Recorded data
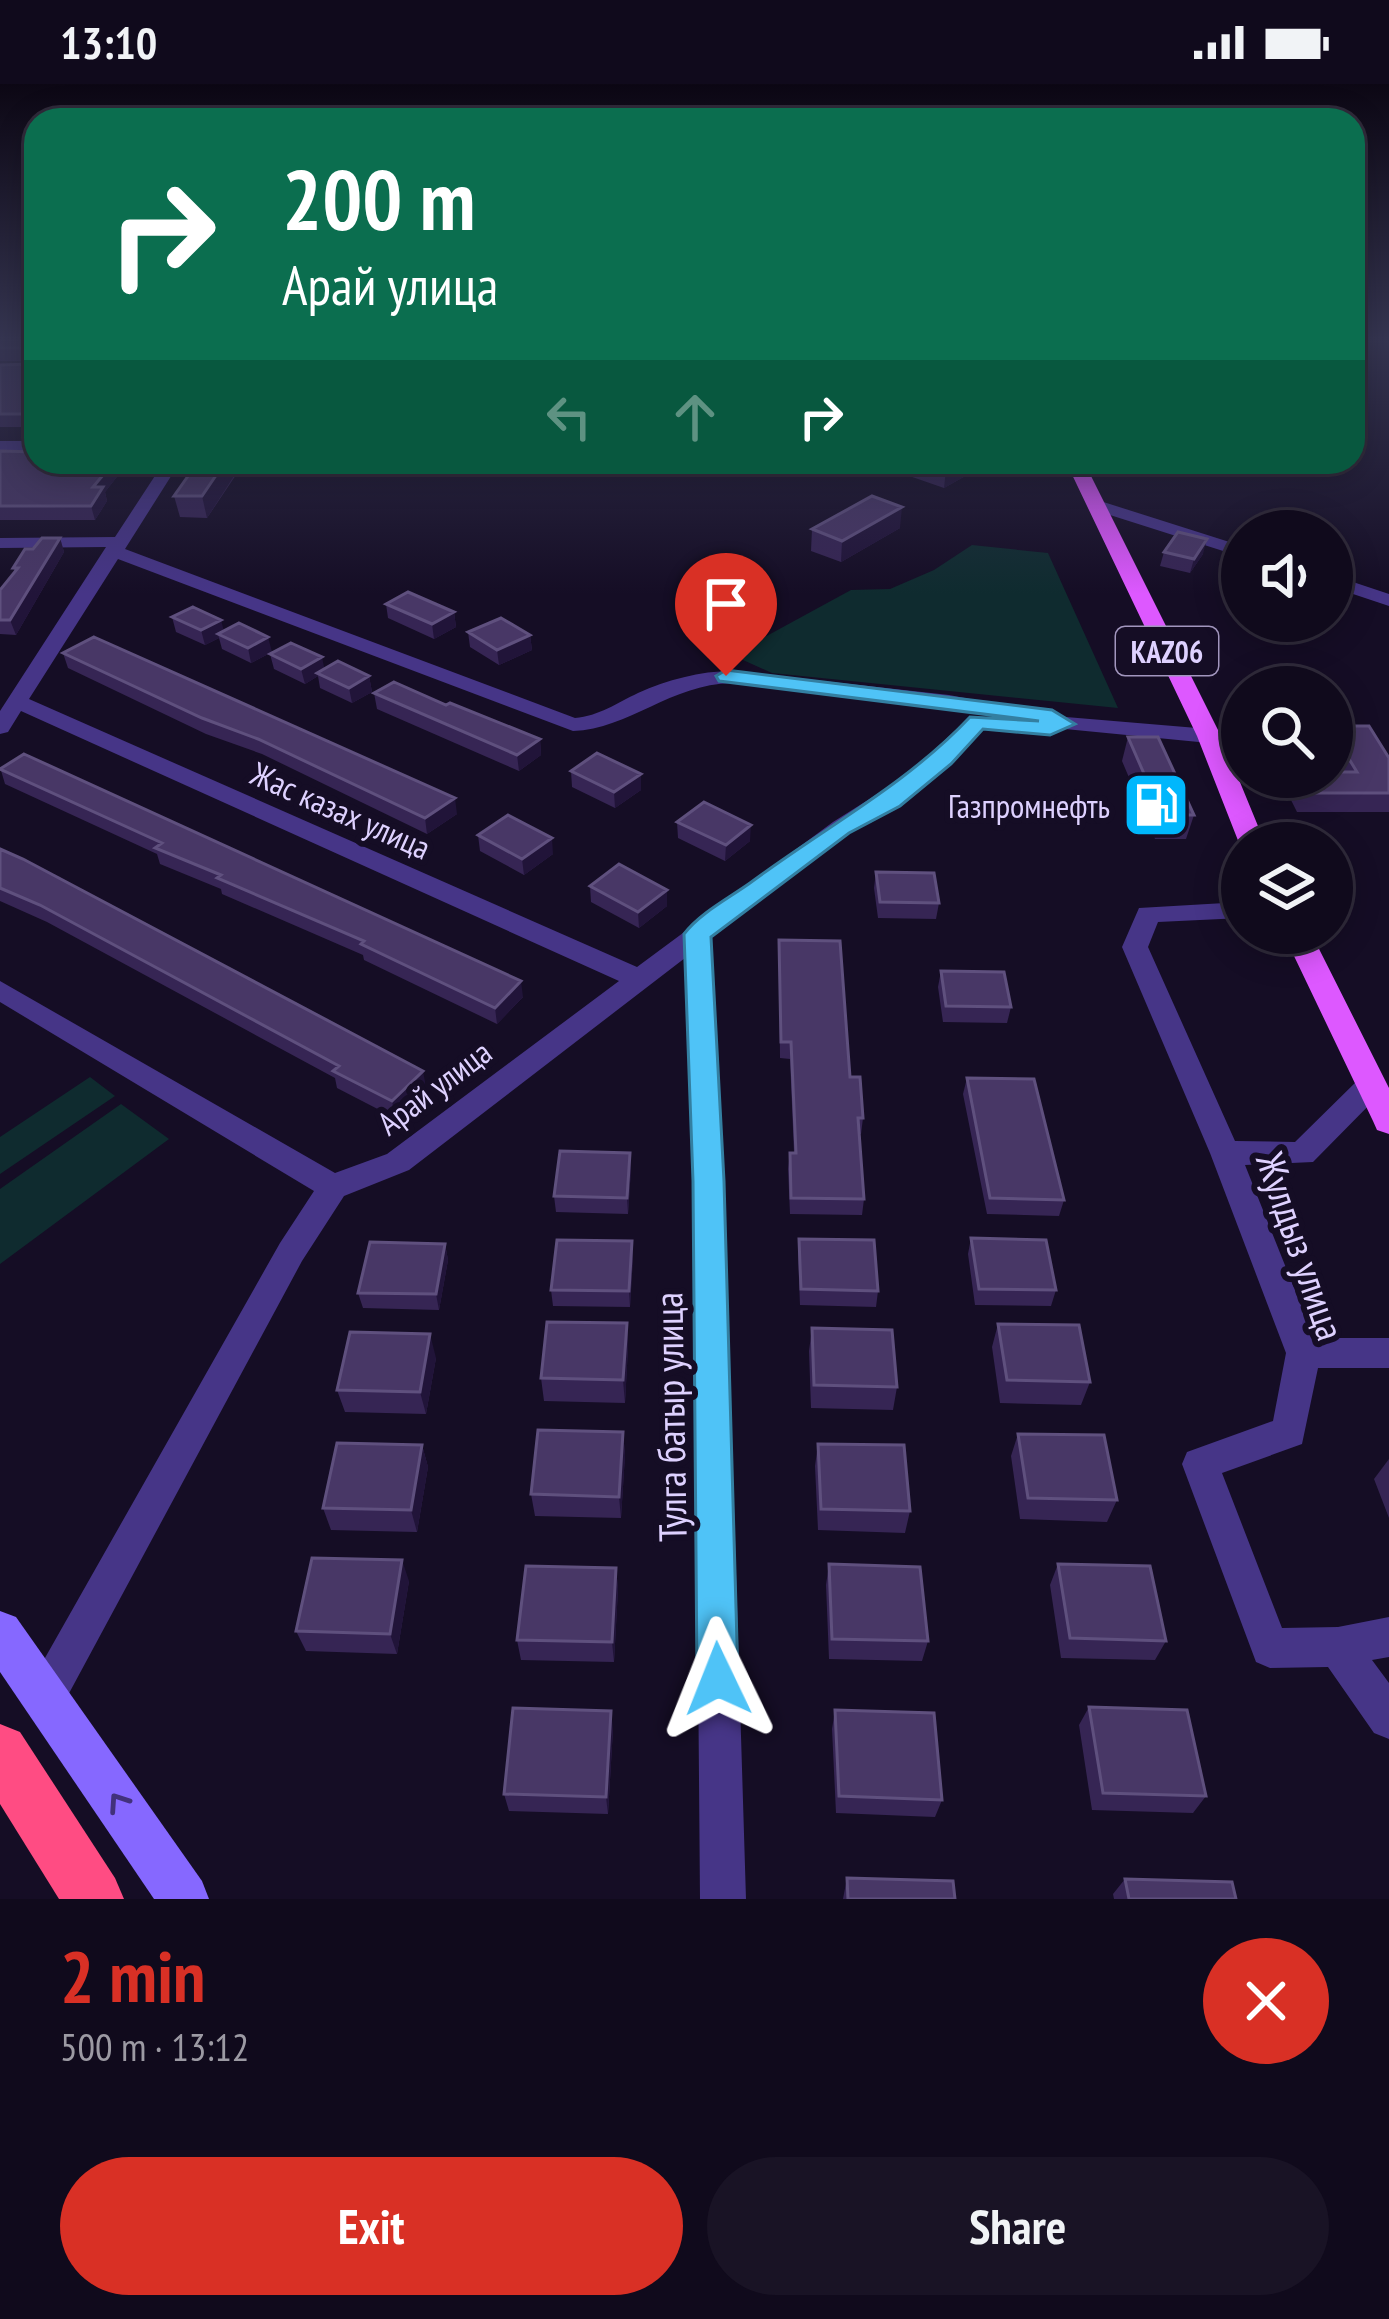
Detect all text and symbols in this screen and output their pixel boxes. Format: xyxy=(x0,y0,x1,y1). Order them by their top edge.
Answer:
text: 13:10 xyxy=(60,13,157,71)
text: 200 m xyxy=(282,144,475,253)
icon: right xyxy=(84,156,240,312)
text: Арай улица xyxy=(282,250,498,320)
icon: left xyxy=(536,384,602,450)
icon: ahead xyxy=(662,384,728,450)
icon: right xyxy=(788,384,854,450)
map controls xyxy=(1221,510,1353,954)
button: sound xyxy=(1221,510,1353,642)
pin xyxy=(675,553,777,676)
icon: arrive xyxy=(693,571,759,637)
road number: KАZ06 xyxy=(1116,627,1218,675)
button: search xyxy=(1221,666,1353,798)
street label: Жас казах улица xyxy=(244,751,437,869)
fuel station icon: Газпромнефть xyxy=(1121,770,1191,840)
place label: Газпромнефть xyxy=(948,784,1110,827)
button: layers xyxy=(1221,822,1353,954)
street label: Арай улица xyxy=(368,1030,500,1144)
street label: Жулдыз улица xyxy=(1245,1144,1357,1347)
street label: Тулга батыр улица xyxy=(642,1292,698,1542)
position arrow xyxy=(655,1616,781,1742)
one-way arrow xyxy=(110,1794,132,1816)
text: 2 min xyxy=(60,1929,205,2022)
button: close xyxy=(1203,1938,1329,2064)
text: 500 m · 13:12 xyxy=(60,2021,249,2072)
button: Exit xyxy=(60,2157,683,2295)
button: Share xyxy=(707,2157,1329,2295)

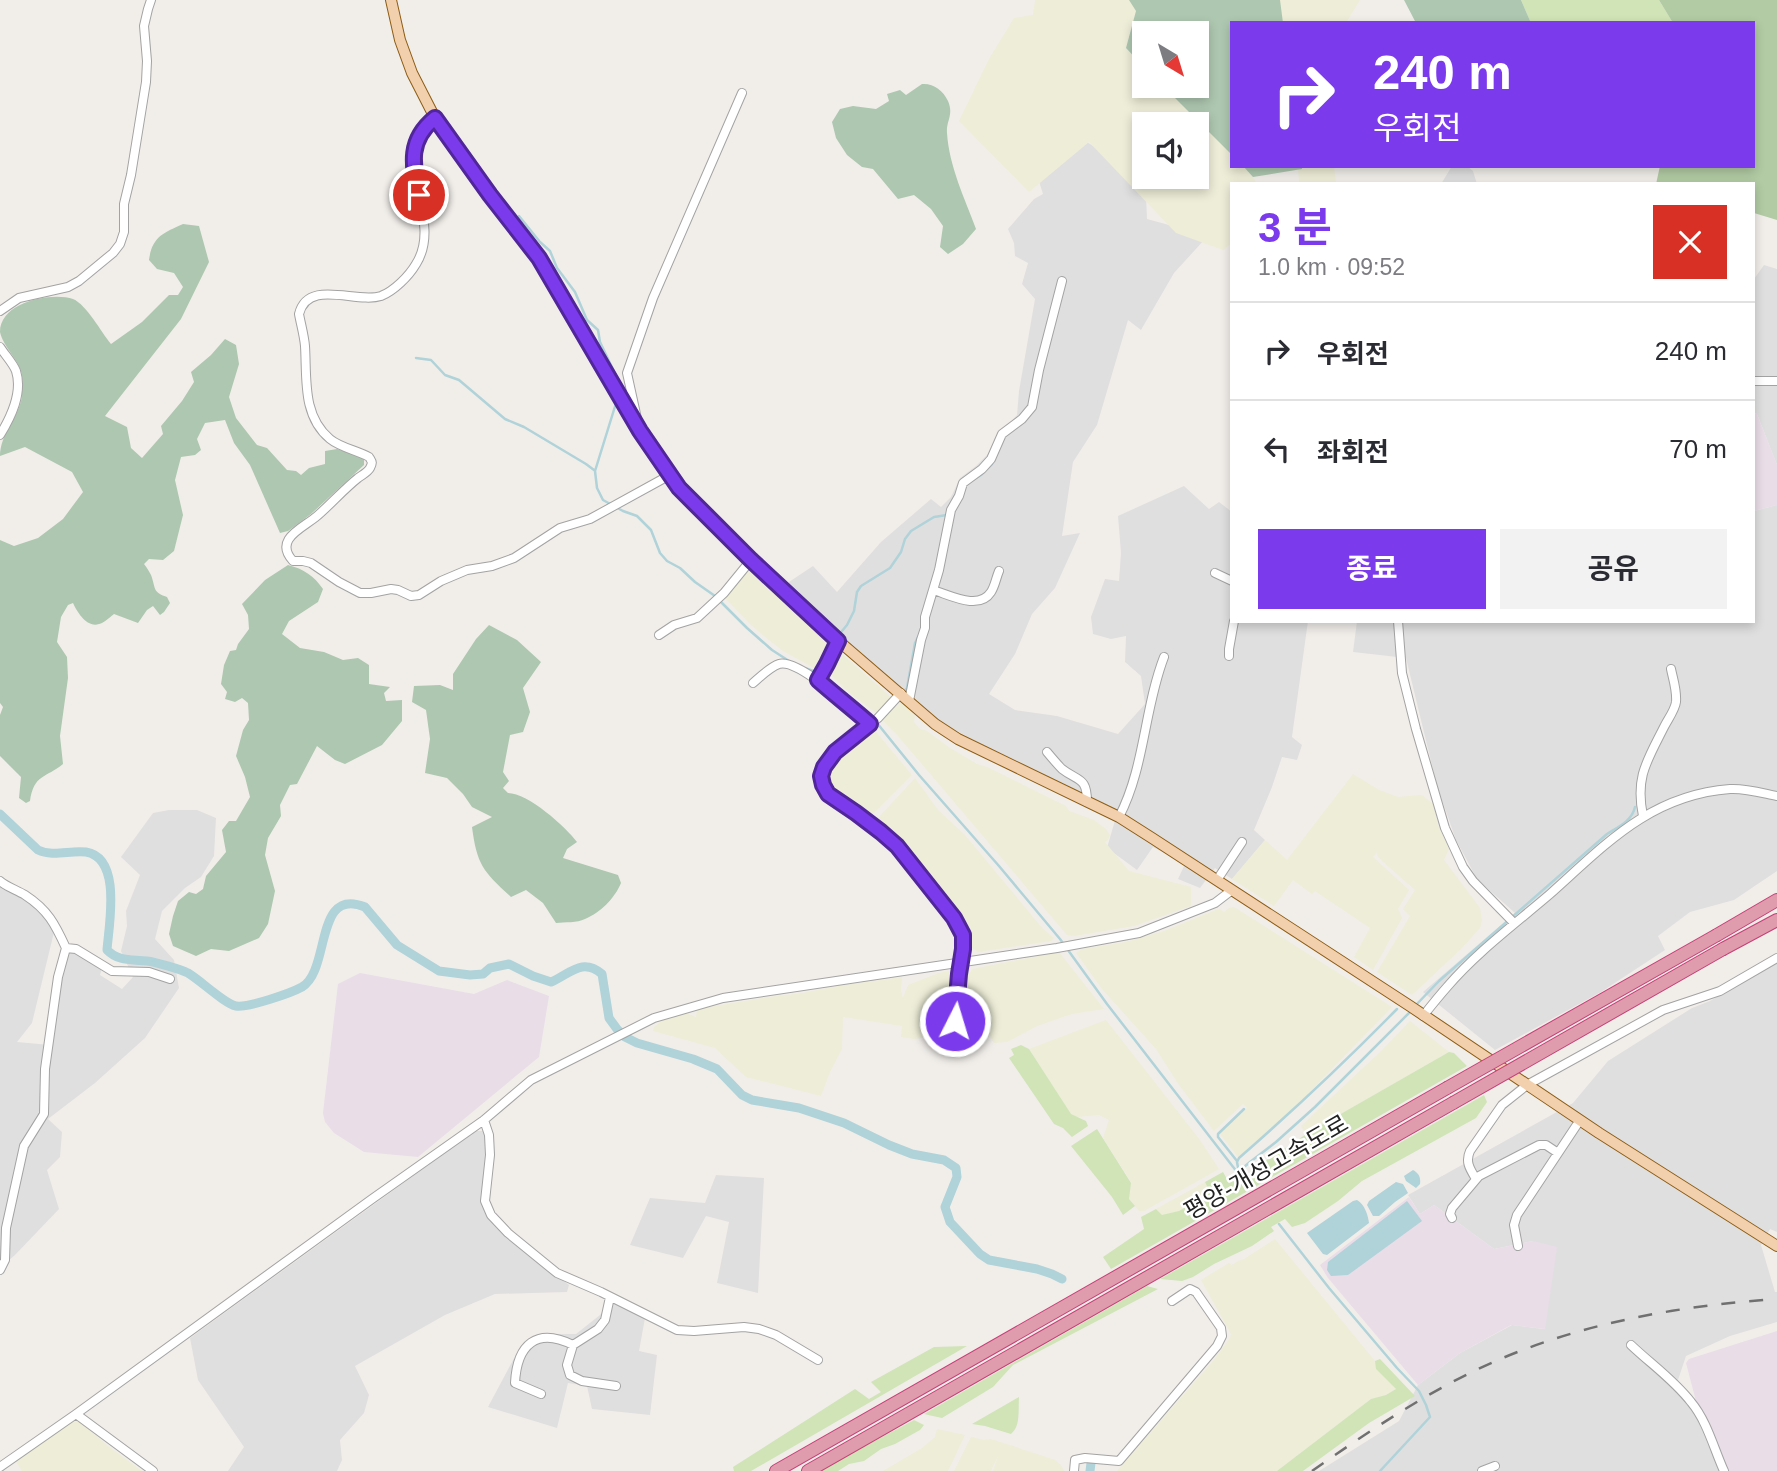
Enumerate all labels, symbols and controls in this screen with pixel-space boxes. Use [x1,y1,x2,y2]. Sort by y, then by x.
north arrow [1132,21,1209,98]
map controls [1132,21,1209,189]
text: 240 m [1373,45,1512,99]
icon: right [1258,49,1349,140]
text: 우회전 [1373,110,1461,146]
button: sound [1132,112,1209,189]
pin [389,165,449,225]
icon: arrive [400,176,438,214]
text: 3 분 [1258,204,1332,251]
button: close [1653,205,1727,279]
text: 1.0 km · 09:52 [1258,254,1405,280]
icon: right [1258,332,1296,370]
text: 240 m [1655,336,1727,366]
text: 우회전 [1317,339,1389,369]
icon: left [1258,430,1296,468]
text: 70 m [1669,434,1727,464]
text: 좌회전 [1317,437,1389,467]
button: 종료 [1258,529,1486,609]
button: 공유 [1500,529,1727,609]
position arrow [918,984,992,1058]
street label: 평양-개성고속도로 [1179,1109,1353,1225]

▶ _What you have to do_: All of the lines above should be printed exactly, minus the pictures.

▶ _Solution to the exercise_:
Detect all text and symbols in this screen and output their pixel boxes. Format: xyxy=(x0,y0,x1,y1). Order them by their top edge.
Answer:
text: 13:10 xyxy=(60,13,157,71)
text: 200 m xyxy=(282,144,475,253)
icon: right xyxy=(84,156,240,312)
text: Арай улица xyxy=(282,250,498,320)
icon: left xyxy=(536,384,602,450)
icon: ahead xyxy=(662,384,728,450)
icon: right xyxy=(788,384,854,450)
map controls xyxy=(1221,510,1353,954)
button: sound xyxy=(1221,510,1353,642)
pin xyxy=(675,553,777,676)
icon: arrive xyxy=(693,571,759,637)
road number: KАZ06 xyxy=(1116,627,1218,675)
button: search xyxy=(1221,666,1353,798)
street label: Жас казах улица xyxy=(244,751,437,869)
fuel station icon: Газпромнефть xyxy=(1121,770,1191,840)
place label: Газпромнефть xyxy=(948,784,1110,827)
button: layers xyxy=(1221,822,1353,954)
street label: Арай улица xyxy=(368,1030,500,1144)
street label: Жулдыз улица xyxy=(1245,1144,1357,1347)
street label: Тулга батыр улица xyxy=(642,1292,698,1542)
position arrow xyxy=(655,1616,781,1742)
one-way arrow xyxy=(110,1794,132,1816)
text: 2 min xyxy=(60,1929,205,2022)
button: close xyxy=(1203,1938,1329,2064)
text: 500 m · 13:12 xyxy=(60,2021,249,2072)
button: Exit xyxy=(60,2157,683,2295)
button: Share xyxy=(707,2157,1329,2295)

Enumerate all labels, symbols and controls in this screen with pixel-space boxes. Use [x1,y1,x2,y2]. Sort by y, then by x.
north arrow [1132,21,1209,98]
map controls [1132,21,1209,189]
text: 240 m [1373,45,1512,99]
icon: right [1258,49,1349,140]
text: 우회전 [1373,110,1461,146]
button: sound [1132,112,1209,189]
pin [389,165,449,225]
icon: arrive [400,176,438,214]
text: 3 분 [1258,204,1332,251]
button: close [1653,205,1727,279]
text: 1.0 km · 09:52 [1258,254,1405,280]
icon: right [1258,332,1296,370]
text: 240 m [1655,336,1727,366]
text: 우회전 [1317,339,1389,369]
icon: left [1258,430,1296,468]
text: 70 m [1669,434,1727,464]
text: 좌회전 [1317,437,1389,467]
button: 종료 [1258,529,1486,609]
button: 공유 [1500,529,1727,609]
position arrow [918,984,992,1058]
street label: 평양-개성고속도로 [1179,1109,1353,1225]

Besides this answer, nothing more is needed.